The whole episode was a major scandal in South Africa for which Mastercard lost much credibility as a financial services provider in the country. But it just shrugged off this episode, as there is simply too much money to be made from working in the poorest communities. Moreover, the international development institutions, notably the World Bank, like the idea of pulling all financial inclusion products together and selling them to the poor, as CPS did. It is a simple form of financialization that brings the poor into markets rather than offering relevant public services to them, and it also generates higher returns for the fintech platforms.
Why do you think the US government favored Banga?
The US government has a track record of aggressively pushing for US corporations and investors to own and control the most profitable companies. The United States wants to repatriate as much value as possible from the Global South.
For instance, in the early 2010s, the US government, in cooperation with the Gates Foundation, tried to ensure that India’s emerging fintech sector and payments system would be dominated by US firms. Its infamous “demonetization plan” was at least partly premised on deliberately creating an enlarged market for US-owned fintechs to get a firm footing in the financial system.
The whole project backfired, however, as it led to major economic and social disruptions in rural areas. The otherwise quite horrendous government of Narendra Modi at least recognized what the game was all about, and it began, among other blocking measures, to insist that Indian companies take the lead in any partnership with foreign fintech corporations.
Do you expect the US government to change its strategy of financializing the poor?
The US government expects setbacks, no doubt. Almost since its creation, the World Bank has been serving mostly the US government’s interests. That’s not a controversial statement.
Today, there is probably no better person to further advance this goal than Ajay Banga, as the fintech sector is clearly going to be one of the most important sectors of the digital economy. I don’t believe the choice of Banga is a coincidence given his experience at Mastercard and his personal, almost religious belief in the supposed power of financial inclusion.

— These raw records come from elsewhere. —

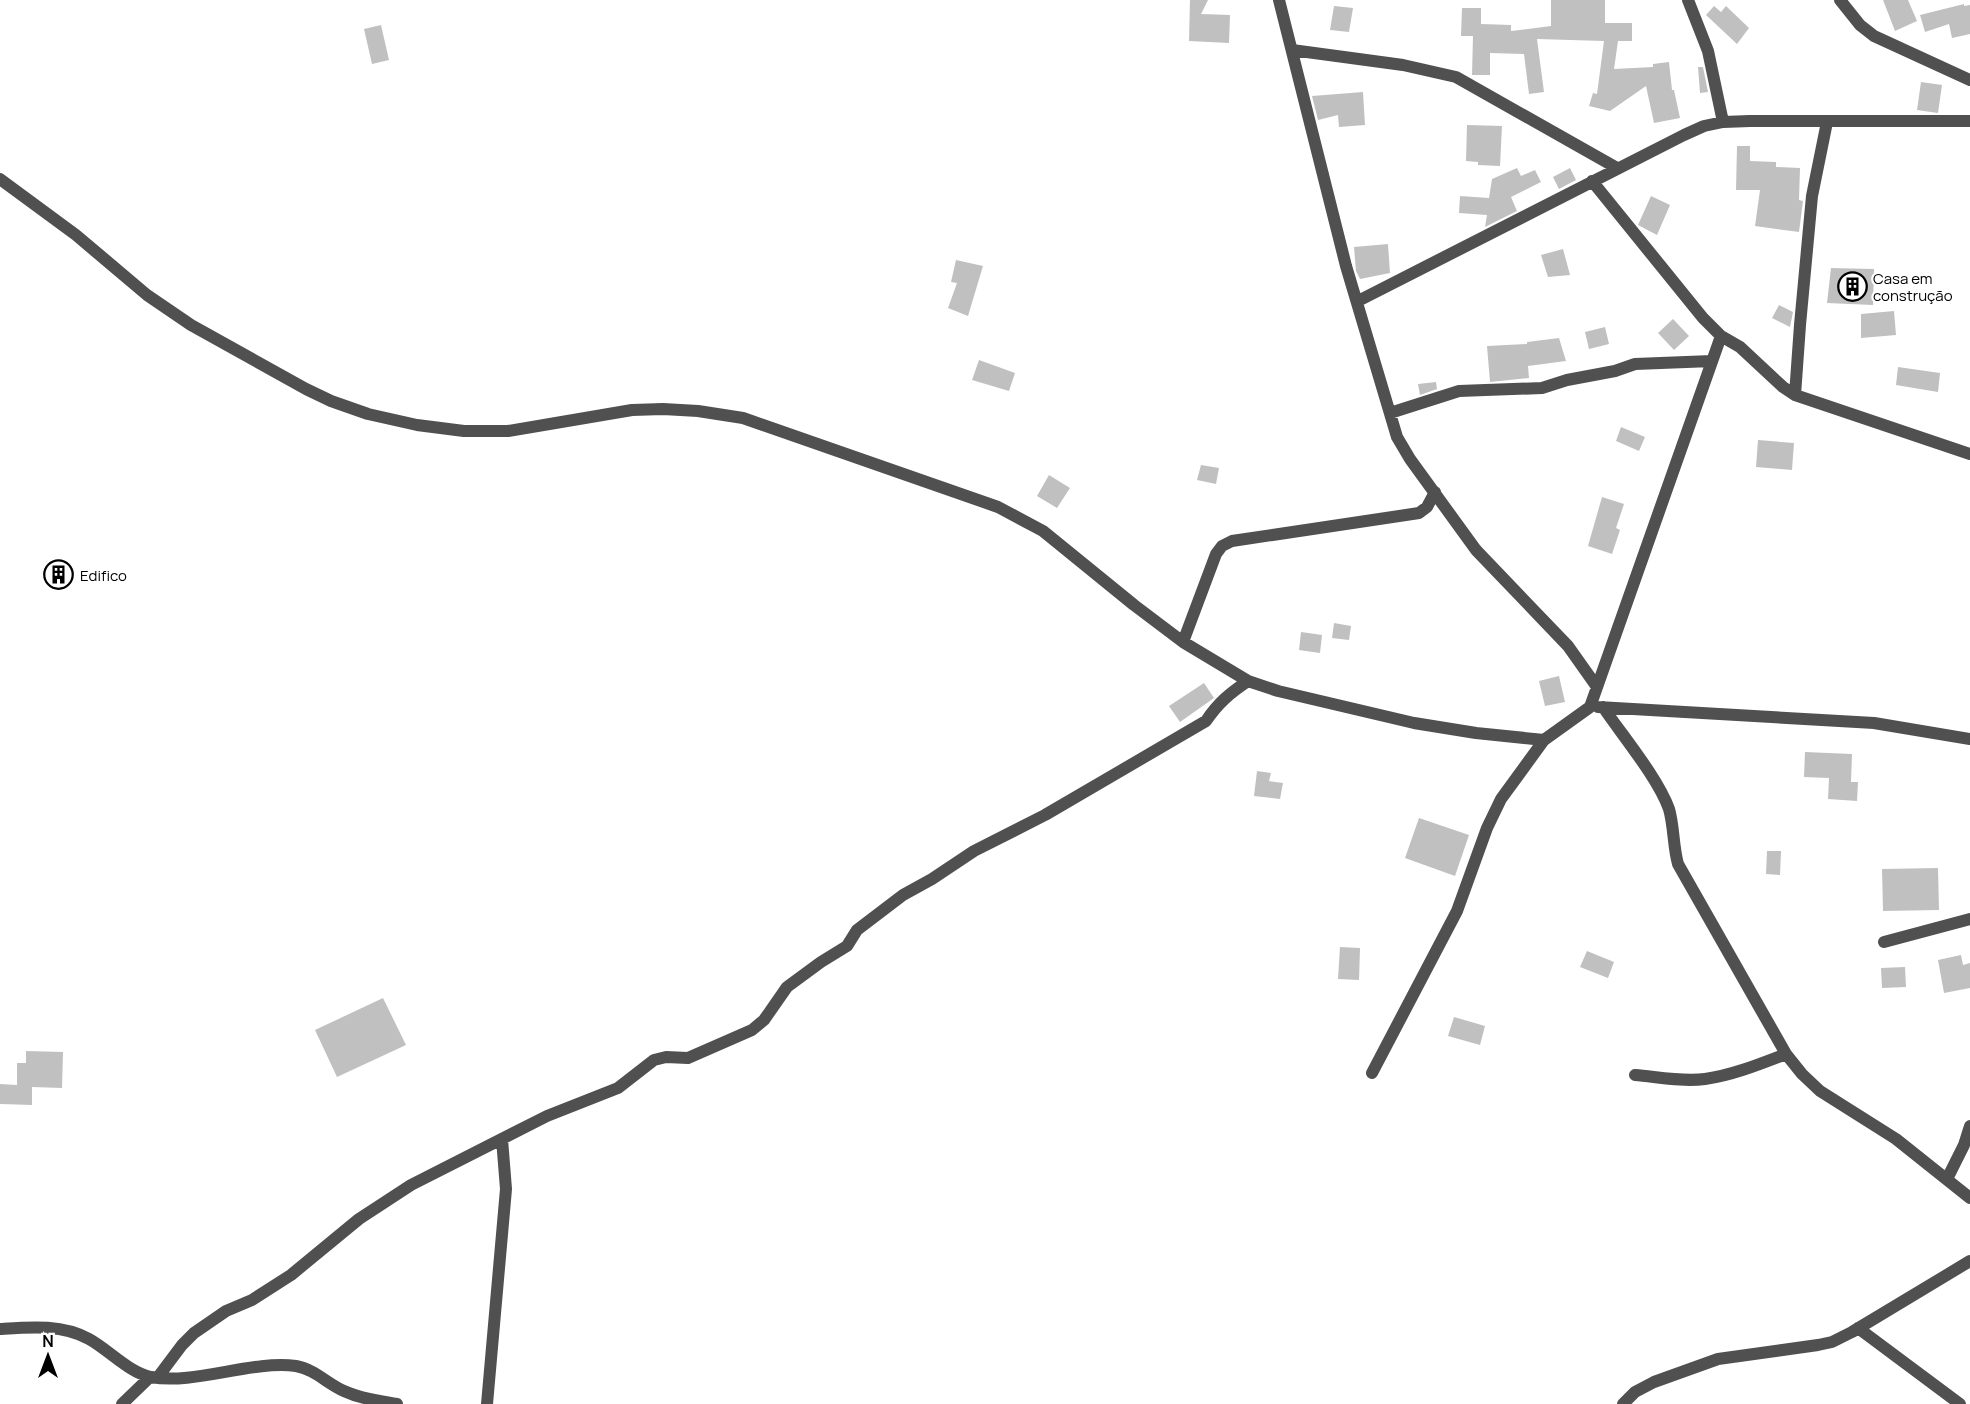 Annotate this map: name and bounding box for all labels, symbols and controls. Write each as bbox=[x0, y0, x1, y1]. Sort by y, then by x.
place label: Casa em construção bbox=[1873, 268, 1953, 306]
building icon: Casa em construção bbox=[1836, 271, 1868, 303]
building icon: Edifico bbox=[43, 559, 75, 591]
place label: Edifico bbox=[80, 565, 127, 586]
north arrow bbox=[18, 1326, 78, 1386]
text: N bbox=[42, 1330, 54, 1352] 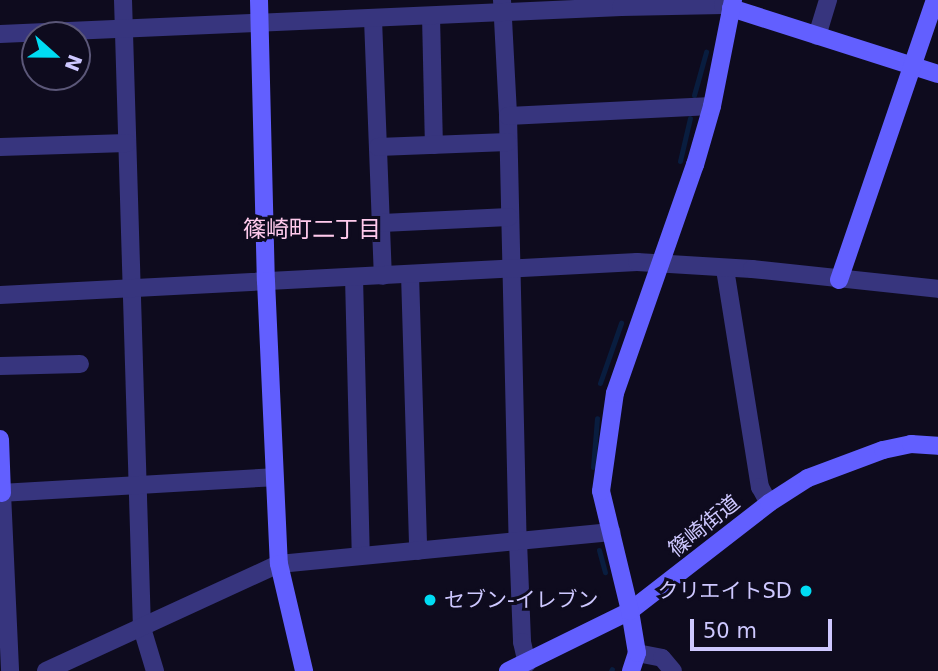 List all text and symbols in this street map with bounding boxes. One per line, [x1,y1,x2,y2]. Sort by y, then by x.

His appointment by the current US administration, I’m sure, was at least partly conditional upon him doing the right thing for the US government over the longer term and opening markets in the Global South for US corporations and investors. His immediate task will be to ensure markets are kept open, regulations are kept to a bare minimum, efforts to tax fintechs are smothered, and so on.
Maybe he will also find some concessionary finance, or blended finance, to subsidize and de-risk the efforts of US fintechs hoping to work in the Global South. The losers in all this, of course, are the global poor whose local financial systems will fall under the day-to-day control of foreign-owned financial intermediation systems, like Mastercard. Unlike selling furniture, clothes, household goods, and the like, which are irregular events and often require extensive advertising, control of the local financial system is the gift that keeps on giving — it means you simply quietly skim off your slice of every financial transaction every day forevermore.

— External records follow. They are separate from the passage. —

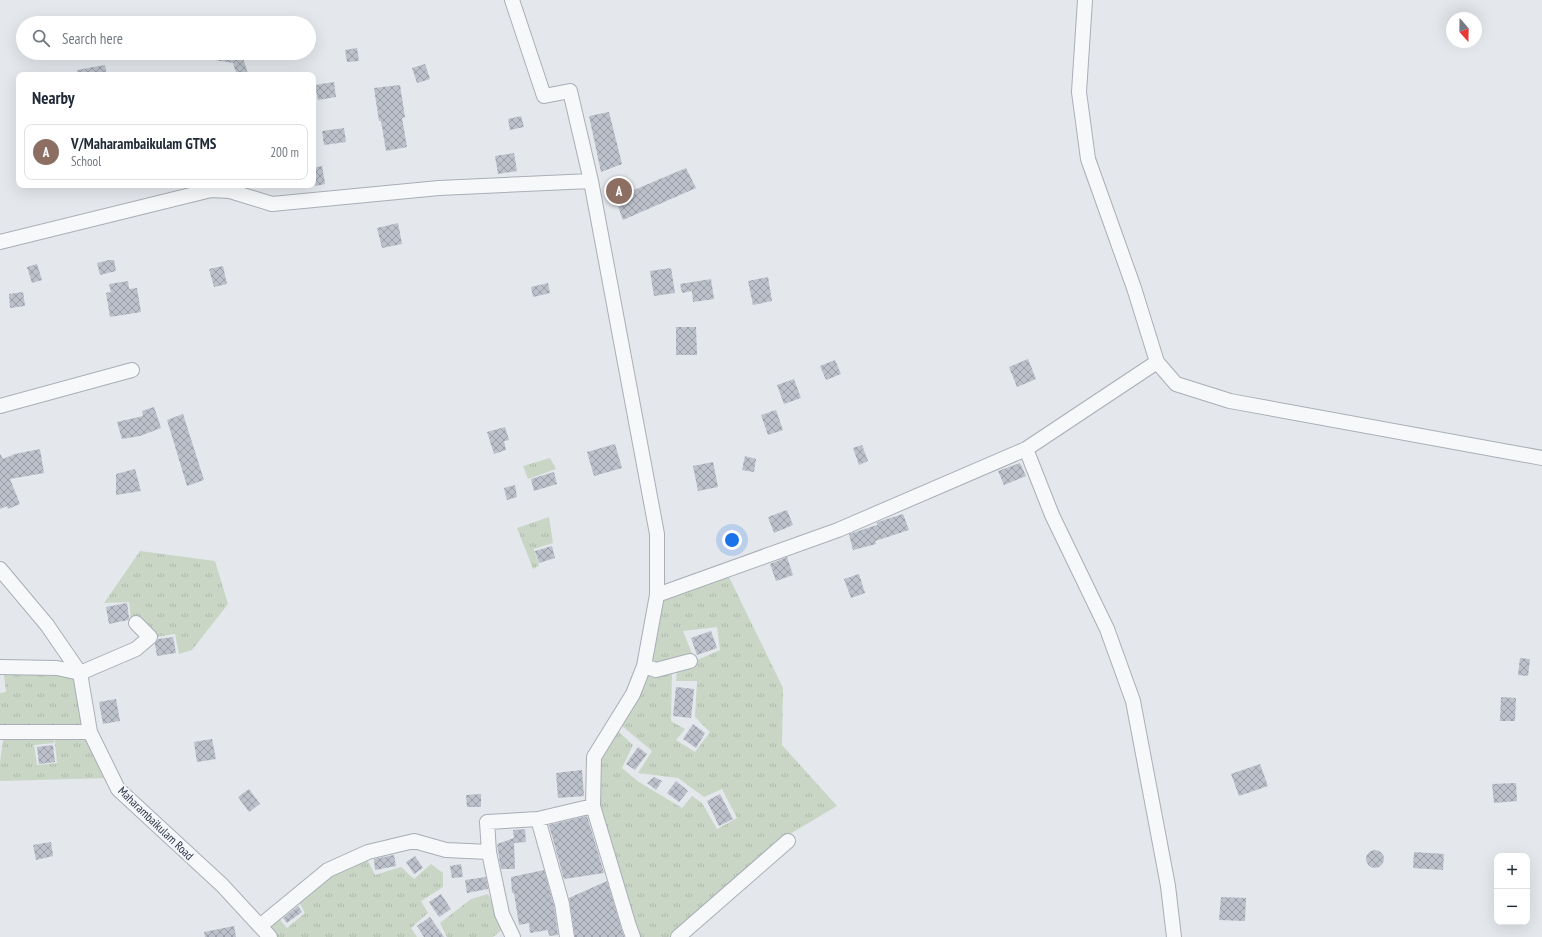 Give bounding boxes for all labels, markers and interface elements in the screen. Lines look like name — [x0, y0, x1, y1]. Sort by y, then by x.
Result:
north arrow — [1446, 12, 1482, 48]
search box — [16, 16, 316, 60]
icon: search — [30, 27, 52, 49]
text: Search here — [62, 29, 123, 48]
text: Nearby — [32, 87, 75, 109]
text: V/Maharambaikulam GTMS — [71, 134, 216, 153]
text: A — [43, 144, 49, 161]
text: 200 m — [270, 144, 299, 161]
text: School — [71, 153, 101, 170]
pin: A — [606, 176, 632, 206]
your location — [722, 530, 742, 550]
street label: Maharambaikulam Road — [115, 783, 197, 863]
map controls — [1494, 853, 1530, 925]
button: + — [1494, 853, 1530, 889]
button: − — [1494, 889, 1530, 925]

Do you expect the World Bank and Banga to support publicly owned fintechs that serve local economic development, like the examples from Brazil you discussed earlier?
I doubt it. Banga will be expected to ensure that there will be no chance of any local publicly owned fintech projects. That would just be way too much like socialism — as is comically said in the US government, World Bank, and IMF about even mildly pro-poor policies — but it would also deny foreign investors their “right” to enter any market they chose, which is the fundamental right given to them under the current global economic order.